Também estiverem presentes à cerimônia, o defensor público geral do Maranhão, Gabriel Furtado; o procurador-geral de Justiça, Eduardo Nicolau; o secretário da Sociedade Maranhense de Direitos Humanos, Jorge Serejo; a presidente do Conselho Penitenciário do Maranhão, Susan Lucena; o presidente da OAB-MA, Kaio Saraiva; e a juíza auxiliar da presidência do Tribunal de Justiça da Paraíba, Michelini de Oliveira representando o presidente, desembargador Saulo Henriques Benevides.
A metodologia da Central de Regulação de Vagas foi elaborada pelo CNJ com apoio técnico do programa Fazendo Justiça, desenvolvido desde 2019 em parceria com o Programa das Nações Unidas para o Desenvolvimento e apoio do Ministério da Justiça e Segurança Pública para incidir em desafios no campo de privação de liberdade. O programa também apoia tratativas técnicas para a implementação do projeto, que está em negociação pelo CNJ em outras unidades da federação.
Avanços no socioeducativo
No período da tarde, a mobilização ocorreu em torno de melhorias no sistema socioeducativo, a partir de ações já trabalhadas pelo CNJ em outras unidades da federação. CNJ, TJ-MA e a Secretaria estadual de Direitos Humanos e Participação Popular assinaram a resolução para a implementação da Central de Vagas do Socioeducativo e para a realização das audiências concentradas.
A Central de Vagas do Socioeducativo tem como objetivo evitar a ocupação excessiva das unidades de internação, dando cumprimento à decisão do Supremo Tribunal Federal no HC coletivo 14.3988. Além de regulamentar o tema por meio da Resolução CNJ n. 367/2021 – com posterior publicação de manual orientador -, o CNJ vem fomentando a ampliação das Centrais de Vagas a partir de experiências bem sucedidas já em andamento no país. O Maranhão é 11º estado a instalar uma central de vagas para o sistema socioeducativo. A concepção e o funcionamento das Centrais de Vagas do socioeducativo são diversas da Central de Regulação de Vagas do sistema prisional, inclusive com o envolvimento de atores institucionais distintos.
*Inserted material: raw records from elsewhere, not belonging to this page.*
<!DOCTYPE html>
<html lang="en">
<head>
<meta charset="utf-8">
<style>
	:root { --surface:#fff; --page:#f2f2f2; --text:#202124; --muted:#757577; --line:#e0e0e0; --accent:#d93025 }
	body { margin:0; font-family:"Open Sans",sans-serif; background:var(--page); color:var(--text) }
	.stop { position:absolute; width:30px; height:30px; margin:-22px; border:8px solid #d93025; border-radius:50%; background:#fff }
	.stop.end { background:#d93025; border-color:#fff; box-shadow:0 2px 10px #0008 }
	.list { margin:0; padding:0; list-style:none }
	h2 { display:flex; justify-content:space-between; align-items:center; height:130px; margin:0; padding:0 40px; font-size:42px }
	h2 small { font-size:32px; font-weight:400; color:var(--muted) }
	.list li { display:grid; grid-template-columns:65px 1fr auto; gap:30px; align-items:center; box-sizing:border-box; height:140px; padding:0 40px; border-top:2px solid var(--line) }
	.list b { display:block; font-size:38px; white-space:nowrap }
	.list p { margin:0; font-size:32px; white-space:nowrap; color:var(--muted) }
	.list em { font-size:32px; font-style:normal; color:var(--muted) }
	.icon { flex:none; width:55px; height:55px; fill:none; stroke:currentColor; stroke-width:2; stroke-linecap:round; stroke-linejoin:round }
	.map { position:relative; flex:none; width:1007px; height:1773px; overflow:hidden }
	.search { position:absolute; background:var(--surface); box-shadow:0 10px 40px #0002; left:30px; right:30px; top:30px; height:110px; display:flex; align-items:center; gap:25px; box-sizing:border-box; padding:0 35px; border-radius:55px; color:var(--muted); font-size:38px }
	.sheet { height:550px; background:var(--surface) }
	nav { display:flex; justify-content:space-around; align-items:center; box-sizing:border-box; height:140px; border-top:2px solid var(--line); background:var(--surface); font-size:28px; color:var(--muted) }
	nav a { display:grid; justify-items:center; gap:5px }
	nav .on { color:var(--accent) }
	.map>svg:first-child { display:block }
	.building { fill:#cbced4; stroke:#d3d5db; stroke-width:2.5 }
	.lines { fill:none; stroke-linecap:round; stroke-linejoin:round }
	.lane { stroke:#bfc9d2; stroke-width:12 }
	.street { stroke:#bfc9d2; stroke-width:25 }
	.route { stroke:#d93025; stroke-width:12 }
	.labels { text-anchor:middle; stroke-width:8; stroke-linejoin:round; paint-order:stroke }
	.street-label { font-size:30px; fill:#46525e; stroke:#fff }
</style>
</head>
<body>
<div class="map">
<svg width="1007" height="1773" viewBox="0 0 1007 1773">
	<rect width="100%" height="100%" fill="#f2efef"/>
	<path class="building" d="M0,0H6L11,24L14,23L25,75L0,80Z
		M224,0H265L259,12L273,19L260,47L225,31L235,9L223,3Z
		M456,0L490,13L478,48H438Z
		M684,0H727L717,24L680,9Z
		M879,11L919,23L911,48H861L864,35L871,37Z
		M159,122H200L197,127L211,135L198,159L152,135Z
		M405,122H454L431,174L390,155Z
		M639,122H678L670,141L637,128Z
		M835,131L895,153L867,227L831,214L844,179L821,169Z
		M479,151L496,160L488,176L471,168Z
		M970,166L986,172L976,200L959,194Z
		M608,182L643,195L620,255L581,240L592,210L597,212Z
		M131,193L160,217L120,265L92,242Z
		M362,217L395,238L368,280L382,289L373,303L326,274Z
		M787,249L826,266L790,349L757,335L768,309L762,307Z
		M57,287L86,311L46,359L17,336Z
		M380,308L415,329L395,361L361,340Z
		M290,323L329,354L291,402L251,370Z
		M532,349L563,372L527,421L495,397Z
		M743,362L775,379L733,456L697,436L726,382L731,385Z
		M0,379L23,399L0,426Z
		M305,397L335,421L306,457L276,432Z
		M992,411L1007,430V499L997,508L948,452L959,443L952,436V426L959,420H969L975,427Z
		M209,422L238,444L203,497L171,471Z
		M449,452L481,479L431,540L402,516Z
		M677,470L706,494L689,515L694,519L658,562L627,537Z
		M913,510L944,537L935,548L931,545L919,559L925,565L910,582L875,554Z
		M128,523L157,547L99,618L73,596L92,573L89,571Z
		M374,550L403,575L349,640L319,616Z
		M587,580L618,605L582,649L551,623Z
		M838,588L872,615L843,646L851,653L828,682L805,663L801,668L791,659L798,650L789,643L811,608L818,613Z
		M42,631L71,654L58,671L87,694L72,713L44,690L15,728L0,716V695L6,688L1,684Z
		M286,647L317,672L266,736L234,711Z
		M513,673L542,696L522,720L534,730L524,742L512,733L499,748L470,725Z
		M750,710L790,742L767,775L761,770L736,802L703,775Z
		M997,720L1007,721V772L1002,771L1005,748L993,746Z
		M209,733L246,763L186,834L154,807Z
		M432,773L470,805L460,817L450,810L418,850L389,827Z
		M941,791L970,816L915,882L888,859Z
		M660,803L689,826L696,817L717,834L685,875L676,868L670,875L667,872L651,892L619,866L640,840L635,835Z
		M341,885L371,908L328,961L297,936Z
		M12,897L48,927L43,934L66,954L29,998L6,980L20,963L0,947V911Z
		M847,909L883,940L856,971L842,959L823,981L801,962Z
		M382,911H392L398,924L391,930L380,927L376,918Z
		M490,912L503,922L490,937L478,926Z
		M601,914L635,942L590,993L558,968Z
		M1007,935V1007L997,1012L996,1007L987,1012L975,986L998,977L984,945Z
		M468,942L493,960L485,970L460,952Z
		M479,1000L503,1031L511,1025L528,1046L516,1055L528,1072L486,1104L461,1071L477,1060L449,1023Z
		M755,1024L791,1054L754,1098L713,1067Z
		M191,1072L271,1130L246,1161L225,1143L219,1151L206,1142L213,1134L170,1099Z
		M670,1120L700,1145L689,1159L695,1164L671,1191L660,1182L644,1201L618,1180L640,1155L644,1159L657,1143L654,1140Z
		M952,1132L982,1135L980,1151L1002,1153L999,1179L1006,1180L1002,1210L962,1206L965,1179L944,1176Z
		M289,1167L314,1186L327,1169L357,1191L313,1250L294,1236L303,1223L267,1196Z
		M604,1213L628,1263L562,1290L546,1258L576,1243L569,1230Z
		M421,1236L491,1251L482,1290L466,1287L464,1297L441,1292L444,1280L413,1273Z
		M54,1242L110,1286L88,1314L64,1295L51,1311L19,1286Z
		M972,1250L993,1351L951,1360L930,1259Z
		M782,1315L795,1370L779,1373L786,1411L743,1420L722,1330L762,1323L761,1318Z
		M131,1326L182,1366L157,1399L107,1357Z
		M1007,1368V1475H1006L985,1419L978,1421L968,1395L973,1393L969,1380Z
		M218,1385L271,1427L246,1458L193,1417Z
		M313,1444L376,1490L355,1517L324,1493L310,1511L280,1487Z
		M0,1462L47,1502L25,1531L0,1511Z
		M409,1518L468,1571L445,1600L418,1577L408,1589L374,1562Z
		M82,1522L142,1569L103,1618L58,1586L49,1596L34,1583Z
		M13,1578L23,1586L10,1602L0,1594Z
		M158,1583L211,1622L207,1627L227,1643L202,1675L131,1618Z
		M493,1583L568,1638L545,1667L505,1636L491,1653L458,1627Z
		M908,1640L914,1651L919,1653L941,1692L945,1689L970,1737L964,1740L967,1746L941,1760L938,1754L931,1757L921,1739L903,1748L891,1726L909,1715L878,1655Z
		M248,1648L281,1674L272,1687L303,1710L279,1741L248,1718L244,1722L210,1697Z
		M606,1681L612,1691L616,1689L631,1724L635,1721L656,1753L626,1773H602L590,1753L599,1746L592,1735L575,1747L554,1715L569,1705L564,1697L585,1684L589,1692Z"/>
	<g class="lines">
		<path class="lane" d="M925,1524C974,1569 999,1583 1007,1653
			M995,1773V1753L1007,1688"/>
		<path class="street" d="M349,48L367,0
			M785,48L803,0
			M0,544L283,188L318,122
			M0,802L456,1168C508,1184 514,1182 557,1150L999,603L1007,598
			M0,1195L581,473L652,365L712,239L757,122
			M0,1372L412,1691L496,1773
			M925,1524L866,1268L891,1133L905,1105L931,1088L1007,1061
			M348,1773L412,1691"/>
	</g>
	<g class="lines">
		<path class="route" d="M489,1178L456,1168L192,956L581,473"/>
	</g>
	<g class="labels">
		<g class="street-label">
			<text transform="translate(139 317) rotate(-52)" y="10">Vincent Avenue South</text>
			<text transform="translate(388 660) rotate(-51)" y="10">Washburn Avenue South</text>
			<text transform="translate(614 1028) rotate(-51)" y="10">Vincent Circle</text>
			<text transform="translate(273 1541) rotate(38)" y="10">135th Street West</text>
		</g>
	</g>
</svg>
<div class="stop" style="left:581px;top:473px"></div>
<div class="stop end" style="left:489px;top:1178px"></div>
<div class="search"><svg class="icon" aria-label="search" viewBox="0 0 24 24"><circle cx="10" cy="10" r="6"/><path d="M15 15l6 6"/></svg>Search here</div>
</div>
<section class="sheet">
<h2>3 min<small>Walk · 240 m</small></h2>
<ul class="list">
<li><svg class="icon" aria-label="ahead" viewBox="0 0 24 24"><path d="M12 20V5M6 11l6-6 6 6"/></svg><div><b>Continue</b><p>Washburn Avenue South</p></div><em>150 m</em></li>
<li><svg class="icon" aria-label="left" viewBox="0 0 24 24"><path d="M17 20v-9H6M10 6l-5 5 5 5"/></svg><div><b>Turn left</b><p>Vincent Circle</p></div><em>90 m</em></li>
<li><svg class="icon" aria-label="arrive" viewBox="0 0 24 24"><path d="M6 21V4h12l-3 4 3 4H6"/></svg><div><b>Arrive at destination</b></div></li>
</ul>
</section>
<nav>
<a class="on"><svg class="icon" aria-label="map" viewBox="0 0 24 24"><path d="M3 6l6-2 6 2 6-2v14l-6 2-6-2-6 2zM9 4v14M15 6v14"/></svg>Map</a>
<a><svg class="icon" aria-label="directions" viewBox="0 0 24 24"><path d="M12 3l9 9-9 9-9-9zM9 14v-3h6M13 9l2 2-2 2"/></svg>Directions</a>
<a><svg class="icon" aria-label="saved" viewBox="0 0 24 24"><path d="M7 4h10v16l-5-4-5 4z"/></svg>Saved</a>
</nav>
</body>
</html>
Já as audiências concentradas já estão em operação em outros oito estados, também orientadas por Recomendação e manual publicados pelo CNJ . O objetivo é otimizar a participação dos poderes públicos e de pessoas próximas aos adolescentes na avaliação do cumprimento da medida socioeducativa, para entender se ela ainda é necessária ou se já cumpriu seu objetivo. As duas ferramentas são difundidas pelo CNJ com apoio do programa Fazendo Justiça, iniciativa em parceria com o Programa das Nações Unidas para o Desenvolvimento (Pnud).
“No socioeducativo estamos diante de seres humanos em desenvolvimento e sob a égide legal da proteção integral, o que aumenta a nossa responsabilidade como sociedade e como Estado”, comentou o representante do CNJ e coordenador do DMF, Luís Lanfredi. “Medida socioeducativa não é pena, tem um caráter pedagógico. Até por isso preferimos realizar dois eventos separados.”
Para o presidente do TJ-MA, desembargador Paulo Velten Pereira, “existe de fato no Maranhão um sistema de proteção integral ao adolescente em conflito com a lei, e essas ferramentas vão aprimorar o que já está em funcionamento”. Velten destacou a parceria entre Judiciário e Executivo no acordo da Central de Vagas.
A secretária estadual adjunta de Direitos Humanos e Participação Popular, Lisandra Leite, concordou que a Central de Vagas contribuirá para gerir e cuidar melhor dos adolescentes em privação de liberdade. “Quando um adolescente entra em conflito com a lei, significa que falhamos como sociedade em não agir anteriormente. Não podemos perder outra oportunidade de melhorar a vida dessas crianças e adolescentes, proporcionando o melhor tratamento possível enquanto estão cumprindo medidas socioeducativas”.